O exemplo mais concreto que temos hoje é a nanocelulose, a menor e mais forte unidade estrutural da biomassa, podendo ser aplicada em indústrias automotivas, defesa e blindagem, invólucros eletrônicos, embalagens ultrarresistentes e têxtil. É um biomaterial mais forte que metais, nanotubos de carbono, grafeno e fibras de vidro, em uma base de peso igual.

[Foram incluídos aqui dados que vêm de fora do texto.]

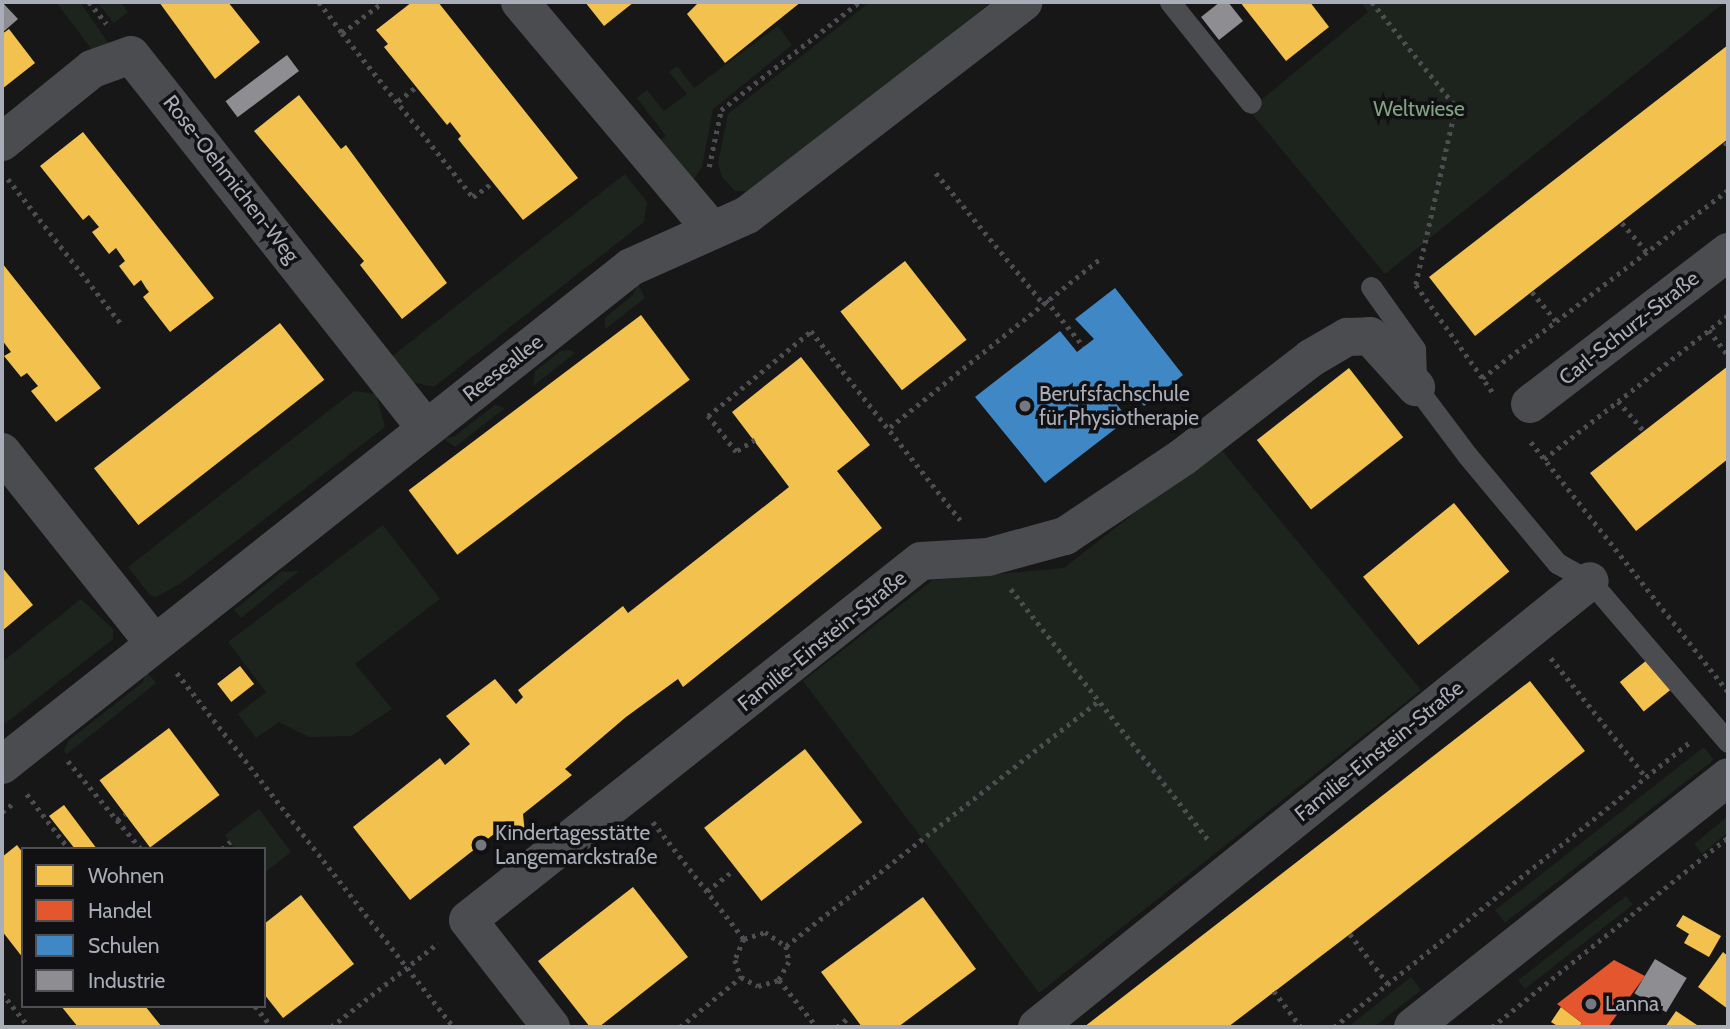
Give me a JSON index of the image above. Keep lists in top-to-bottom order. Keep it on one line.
{"streets":{"street":["Rose-Oehmichen-Weg","Carl-Schurz-Straße","Reeseallee","Familie-Einstein-Straße"]},"crossings":[["Rose-Oehmichen-Weg","Reeseallee"]],"parks":["Weltwiese"],"places":["Berufsfachschule für Physiotherapie","Kindertagesstätte Langemarckstraße","Lanna"],"legend":["Wohnen","Handel","Schulen","Industrie"]}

A partir de tecnologias a base de processamento termoquímico, conseguimos extrair CNF (celulose nanofibrilada) e CNC (celulose nanocristalina) com diversos graus de pureza, especificação e custo, com rendimento de 46% (CNF) e 25% (CNC) por tonelada de biomassa seca. Os processos permitem utilizar qualquer biomassa lignocelulósica residual como matéria-prima e possuem emissão de carbono negativa, com produção anual de 120 t de nanocelulose na planta de Thomaston, GA, EUA. Para um grande mercado atualmente em negociação, projeta-se a construção de uma planta comercial com capacidade de produção de 6.500 t/ano de nanocelulose.
 
A proposta de valor da nanocelulose de biomassa não é apenas sobre a sustentabilidade dos produtos, mas também sobre o aprimoramento do desempenho da aplicação final, que não pode ser alcançado com outros materiais. Independentemente do produto-alvo, o domínio atual do conceito de biorrefinaria, desde a colheita até a geração de energia em caldeiras de alta eficiência, torna a tecnologia de processamento de biomassa lignocelulósica uma realidade muito mais promissora do que apenas produzir E2G. 
 
Entretanto, para alcançar todo o seu potencial, é fundamental regulamentar e incentivar a exploração da biomassa lignocelulósica, nos mesmos moldes do RenovaBio para os biocombustíveis, mas, agora, olhando muito além, ampliando o programa para estimular a produção competitiva e sustentável de outras biomoléculas, com benefícios imediatos para diversas indústrias do setor produtivo mundial.